Step 3: Dry and Mix Samples
After collecting the samples, make sure the soil in each container is mixed together. You want the soil in each bucket to be fairly homogenous so it represents the “average” conditions of each zone.
Shortly after collecting the samples, break up any lumps in the sub-samples and remove any rocks or debris. Then allow the samples to dry at room temperature for a couple of days until the soil is dry. Do not send wet soil to the testing facility! You should not be able to squeeze water from the soil sample.
After the soil samples are dry, crush and mix the soil samples together in each container.
Step 4: Submit The Samples To Laboratory
After you have mixed the samples, remove about one pint of soil from each bucket. Then place the soil sample in the container or bag provided by the soil testing laboratory. Fill out any associated forms or provide any information requested by the laboratory.
If the testing facility does not provide a soil testing kit, put the soil in a zip lock bag.
Where To Get Soil Tested
I recommend contacting your local Natural Resources Conservation Service (NRCS) Office for a list of reputable soil testing labs. Many universities also provide affordable soil testing through their Cooperative Extension Services. These soil tests will often come with fertilizer/soil amendment recommendations.
Alternatively, you can check with your local garden supply store or nursery to see if they provide soil testing.
Finally, soil testing services are available through a number of commercial laboratories such as:
- Midwest Laboratories
- Woods End
- Control Laboratories
- AGVISE Laboratories
Home Test Kits vs Laboratory Tests
Home test kits are available at Home Depot or Lowe’s. These test kits are widely available, are often cheaper than laboratory testing, and will provide immediate results.
While these test kits are inexpensive and widely available, they are not as accurate as laboratory testing. Another limitation of these tests is that the results of home test kits are categorical (e.g, low, medium, high) rather than numerical.
A study conducted by researchers at North Dakota State University investigated the accuracy of three different home soil test kits: the LaMotte Complete Soil Test, the Luster Leaf Rapitest Soil Test Kit, and the Luster Leaf Rapitest 4-Way Analyzer. The results of the study indicated that home soil test kits tend to underestimate nutrient content. This means that using the results of garden test kits can lead to over-applying fertilizer unless you are using recommendations calibrated to that particular test kit.

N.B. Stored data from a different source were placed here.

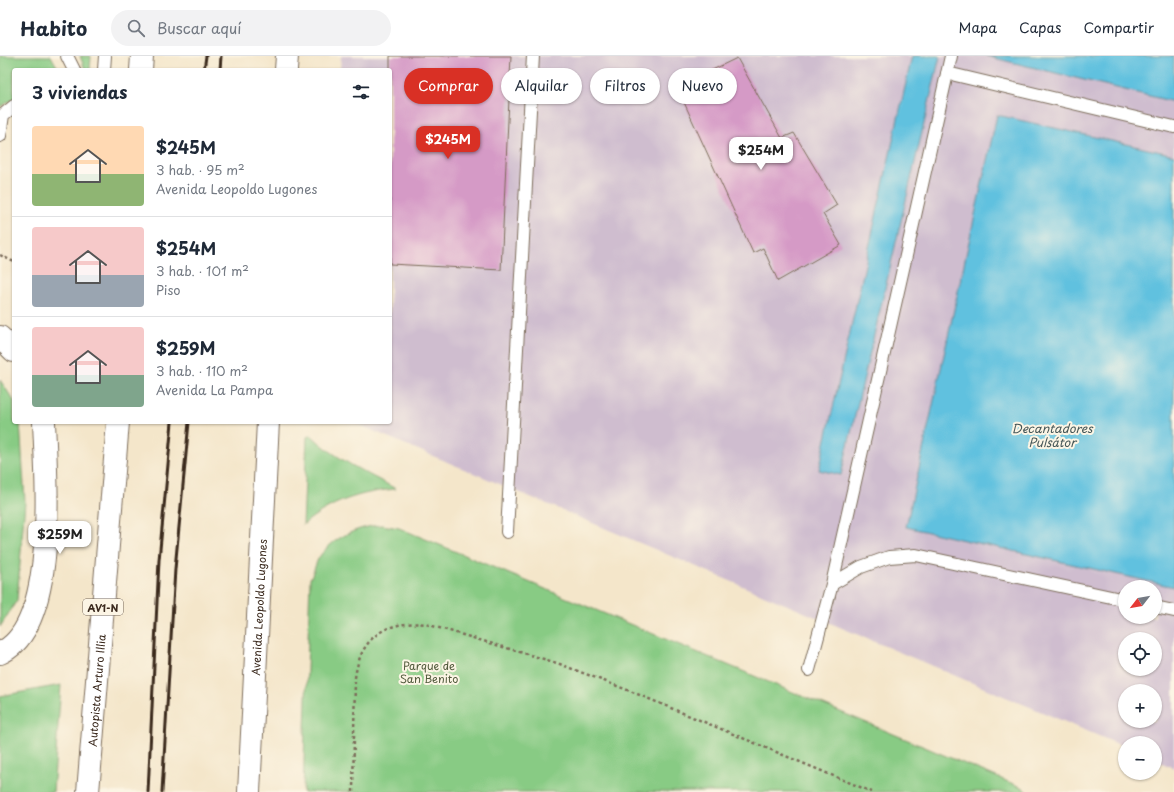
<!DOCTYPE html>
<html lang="es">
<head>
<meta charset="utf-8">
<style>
	body { margin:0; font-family:"Playpen Sans",sans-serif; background:#f2f2f3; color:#1f2937; height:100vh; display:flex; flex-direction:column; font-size:15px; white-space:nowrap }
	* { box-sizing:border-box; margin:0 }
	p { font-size:13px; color:#747a83 }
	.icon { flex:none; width:22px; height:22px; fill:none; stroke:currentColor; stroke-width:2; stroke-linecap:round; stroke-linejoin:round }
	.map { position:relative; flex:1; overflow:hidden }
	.panel { position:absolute; left:12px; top:12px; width:380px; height:356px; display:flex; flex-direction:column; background:#fff; border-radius:4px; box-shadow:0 1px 3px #0004 }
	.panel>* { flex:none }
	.banner { position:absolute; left:404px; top:12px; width:380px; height:36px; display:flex; gap:8px }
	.needle { width:26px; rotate:239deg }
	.buttons { position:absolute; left:1118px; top:524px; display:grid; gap:8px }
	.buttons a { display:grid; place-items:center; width:44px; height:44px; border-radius:50%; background:#fff; box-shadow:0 1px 3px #0004; font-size:20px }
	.price { position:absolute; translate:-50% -34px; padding:0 9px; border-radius:8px; background:#fff; color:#222; font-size:13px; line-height:26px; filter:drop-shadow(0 1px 2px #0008) }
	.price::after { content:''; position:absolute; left:50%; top:24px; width:12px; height:9px; margin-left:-6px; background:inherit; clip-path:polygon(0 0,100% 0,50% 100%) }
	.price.on { background:#d93025; color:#fff }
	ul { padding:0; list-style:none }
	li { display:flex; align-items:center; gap:12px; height:100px; padding:0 20px }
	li+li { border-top:1px solid #e0e1e3 }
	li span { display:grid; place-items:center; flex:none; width:112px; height:80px; border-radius:4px; color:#555 }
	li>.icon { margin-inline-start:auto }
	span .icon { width:48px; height:48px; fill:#fffc; stroke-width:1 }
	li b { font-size:17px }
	h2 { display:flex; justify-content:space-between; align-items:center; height:48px; padding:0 20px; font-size:17px }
	.tag { padding:0 14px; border-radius:18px; background:#fff; box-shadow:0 1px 3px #0004; font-size:14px; line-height:36px }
	.tag.on { background:#d93025; color:#fff }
	header { display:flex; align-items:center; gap:24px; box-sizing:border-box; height:56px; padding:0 20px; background:#fff; border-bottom:1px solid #e0e1e3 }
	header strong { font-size:19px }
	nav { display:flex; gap:22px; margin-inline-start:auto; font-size:14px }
	.search { width:280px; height:36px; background:#f2f2f3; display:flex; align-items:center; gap:10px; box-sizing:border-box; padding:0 14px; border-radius:22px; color:#747a83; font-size:15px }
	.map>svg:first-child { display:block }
</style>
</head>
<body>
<header>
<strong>Habito</strong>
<div class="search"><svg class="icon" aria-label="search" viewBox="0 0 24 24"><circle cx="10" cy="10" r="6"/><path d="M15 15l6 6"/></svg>Buscar aquí</div>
<nav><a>Mapa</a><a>Capas</a><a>Compartir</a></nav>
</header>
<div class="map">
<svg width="1174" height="736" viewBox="0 0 1174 736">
	<rect width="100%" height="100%" fill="#fcf5e5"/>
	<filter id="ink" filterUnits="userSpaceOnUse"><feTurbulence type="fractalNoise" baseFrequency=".025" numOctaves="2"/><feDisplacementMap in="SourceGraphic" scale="8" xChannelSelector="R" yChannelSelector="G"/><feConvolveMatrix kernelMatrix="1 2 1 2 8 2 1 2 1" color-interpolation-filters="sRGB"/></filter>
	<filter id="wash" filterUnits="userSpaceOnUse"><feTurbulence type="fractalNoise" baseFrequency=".012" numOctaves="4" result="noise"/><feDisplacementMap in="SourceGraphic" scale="16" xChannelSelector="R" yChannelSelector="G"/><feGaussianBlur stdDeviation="0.9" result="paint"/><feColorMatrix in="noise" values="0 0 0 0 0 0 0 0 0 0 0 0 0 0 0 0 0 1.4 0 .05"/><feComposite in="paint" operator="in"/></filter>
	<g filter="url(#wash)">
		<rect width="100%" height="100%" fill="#f4e6ca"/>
		<!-- industrial -->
		<path fill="#cfbdcf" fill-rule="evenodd" d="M 341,0 L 1174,0 L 1174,712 L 1155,704 L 1155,687 L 1125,687 L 1125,691 L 352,366 L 390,366 L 390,14 L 340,14 ZM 1125,531 L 1155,531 L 1155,561 L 1125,561 ZM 1125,583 L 1155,583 L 1155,613 L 1125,613 ZM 1125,635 L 1155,635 L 1155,665 L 1125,665 Z"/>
		<!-- green -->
		<path fill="#88cb84" stroke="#627a51" d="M 0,0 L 51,0 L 59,14 L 14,14 L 14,43 L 0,51 Z
			M 80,0 L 91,0 L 90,14 L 85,13 Z
			M 0,324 L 14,345 L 14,366 L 20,366 L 25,446 L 17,544 L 0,571 Z
			M 311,379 C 335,403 367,417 396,433 C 361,436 329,446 303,469 L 307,381 Z
			M 382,469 L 399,472 L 1023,732 L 1027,736 L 303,736 L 310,523 C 313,517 315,510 318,503 C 331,482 359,470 382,469 Z
			M 61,629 L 53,736 L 0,736 L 0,640 Z"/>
		<!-- water -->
		<path fill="#61c1df" stroke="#4e767e" d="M 912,0 L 940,0 L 841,419 L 819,414 Z
			M 986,0 L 1174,0 L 1174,46 Z
			M 997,59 L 1174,99 L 1174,531 L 906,471 Z"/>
		<g id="blocks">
			<!-- building -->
			<path fill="#d59ac6" d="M 390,0 L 511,0 L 501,214 L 390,208 Z
				M 737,2 L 782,82 L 794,77 L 837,149 L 823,158 L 841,189 L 778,225 L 763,192 L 753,197 L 677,31 Z"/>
		</g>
	</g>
	<g filter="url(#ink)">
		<use href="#blocks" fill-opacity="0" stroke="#7c6c5a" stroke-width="1"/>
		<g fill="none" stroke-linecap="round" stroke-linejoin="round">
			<defs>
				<path id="service" d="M 67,0 L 74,14
					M 104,14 L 105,0
					M 947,17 L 1174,71
					M 0,80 L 3,59 L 14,50
					M 507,476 L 533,0
					M 832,528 L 861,511 L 889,501 L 916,499 L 1125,544
					M 1155,551 L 1174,555
					M 809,614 L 832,528 L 951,0"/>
				<path id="tertiary" d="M 0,281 L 14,295
					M 0,597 C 59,572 46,420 44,366"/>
				<g id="motorway">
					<path d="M 141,14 L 142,0"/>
					<path d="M 286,14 L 287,0"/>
					<path id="s1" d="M 88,736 L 118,366"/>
					<path id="s2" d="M 249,736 L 268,366"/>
				</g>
			</defs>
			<!-- service casing -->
			<use href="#service" stroke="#7c6c5a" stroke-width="14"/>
			<!-- tertiary casing -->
			<use href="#tertiary" stroke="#7c6c5a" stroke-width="24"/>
			<!-- motorway casing -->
			<use href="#motorway" stroke="#7c6c5a" stroke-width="24"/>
			<!-- path -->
			<path stroke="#7c6c5a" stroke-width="2.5" stroke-dasharray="3 3" stroke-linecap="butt" d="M 0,199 L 14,206
				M 353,736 L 355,622 C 360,581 386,564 426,568 L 557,607 L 630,635 L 872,736"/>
			<!-- service -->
			<use href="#service" stroke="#fff" stroke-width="12"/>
			<!-- tertiary -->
			<use href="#tertiary" stroke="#fff" stroke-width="22"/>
			<!-- motorway -->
			<use href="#motorway" stroke="#fff" stroke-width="22"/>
			<!-- rail -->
			<path stroke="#3b2a1e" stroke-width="3" d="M 204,14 L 206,0
				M 220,14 L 221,0
				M 148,736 L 159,504 L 172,366
				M 162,736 L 175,513 L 189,366"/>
		</g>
	</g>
	<g text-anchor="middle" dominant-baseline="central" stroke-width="4" stroke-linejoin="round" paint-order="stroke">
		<!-- shield labels -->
		<rect fill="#fcf5e5" stroke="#75675a" stroke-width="1" x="83" y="543" width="40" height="16" rx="3"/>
		<g font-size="10" font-weight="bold" fill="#3b2a1e">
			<text x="103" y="551">AV1-N</text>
		</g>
		<!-- street labels -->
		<g font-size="11" fill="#3b2a1e" stroke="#fcf5e5">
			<text stroke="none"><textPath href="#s2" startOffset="185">Avenida Leopoldo Lugones</textPath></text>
			<text stroke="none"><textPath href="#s1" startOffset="102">Autopista Arturo Illia</textPath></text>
		</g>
		<!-- park labels -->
		<g font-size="11" fill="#525a3d" stroke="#fcf5e5">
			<text x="429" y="609">Parque de<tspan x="429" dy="13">San Benito</tspan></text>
		</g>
		<!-- water labels -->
		<g font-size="12" font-style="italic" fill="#465758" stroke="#fcf5e5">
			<text x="1052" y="372">Decantadores<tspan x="1052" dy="14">Pulsátor</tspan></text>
		</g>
	</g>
</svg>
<div class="buttons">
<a><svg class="needle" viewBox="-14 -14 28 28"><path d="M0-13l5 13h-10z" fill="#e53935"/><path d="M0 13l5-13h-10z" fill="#747a83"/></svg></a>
<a><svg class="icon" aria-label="locate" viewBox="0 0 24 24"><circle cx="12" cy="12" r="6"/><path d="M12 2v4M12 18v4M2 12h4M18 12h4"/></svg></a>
<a>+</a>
<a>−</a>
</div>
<b class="price on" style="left:448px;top:104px">$245M</b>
<b class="price" style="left:761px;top:115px">$254M</b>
<b class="price" style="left:60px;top:499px">$259M</b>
<div class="banner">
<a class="tag on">Comprar</a>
<a class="tag">Alquilar</a>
<a class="tag">Filtros</a>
<a class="tag">Nuevo</a>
</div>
<section class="panel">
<h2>3 viviendas<svg class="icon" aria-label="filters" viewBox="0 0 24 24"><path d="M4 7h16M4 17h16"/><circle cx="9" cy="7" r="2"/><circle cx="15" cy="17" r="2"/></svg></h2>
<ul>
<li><span style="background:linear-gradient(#ffd9b3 60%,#8fb573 0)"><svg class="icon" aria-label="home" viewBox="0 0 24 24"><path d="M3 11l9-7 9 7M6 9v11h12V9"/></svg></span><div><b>$245M</b><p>3 hab. · 95 m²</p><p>Avenida Leopoldo Lugones</p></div></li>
<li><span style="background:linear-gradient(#f6c9c9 60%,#9aa5b1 0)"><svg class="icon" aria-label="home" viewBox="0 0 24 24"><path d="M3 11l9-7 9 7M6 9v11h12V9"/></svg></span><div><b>$254M</b><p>3 hab. · 101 m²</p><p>Piso</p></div></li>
<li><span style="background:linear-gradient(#f6c9c9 60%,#7fa58c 0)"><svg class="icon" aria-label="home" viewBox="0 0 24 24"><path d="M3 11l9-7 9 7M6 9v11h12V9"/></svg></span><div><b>$259M</b><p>3 hab. · 110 m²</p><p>Avenida La Pampa</p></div></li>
</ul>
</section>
</div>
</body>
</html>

Another study conducted by researches at the Ventura County University of California Cooperative Extension determined the accuracy of four soil test kits by comparing the kit results to the results of laboratory testing (Faber et al. 2007). A summary of the findings is tabulated below. Accuracy is defined as the frequency of match with analytical laboratory results. I also added a column that lists the cost of each kit.
Soil Test Kit | Accuracy | Cost |
---|---|---|
La Motte Soil Test Kit (La Motte Co., Chesteron, MD) | 94% | $65 |
Rapitest (Luster Leaf Products, Woodstock, IL) | 92% | $10 |
Quick Soiltest (Hanna, Woonsocket, RI) | 64% | $26 |
NittyGritty (La Motte Co., Chesteron, MD) | 36% | $36 |
Citation:
Faber, Ben & Downer, James & Holstege, Dirk & Mochizuki, Maren. (2007). Accuracy Varies for Commercially Available Soil Test Kits Analyzing Nitrate–Nitrogen, Phosphorus, Potassium, and pH. HortTechnology. 17. 10.21273/HORTTECH.17.3.358.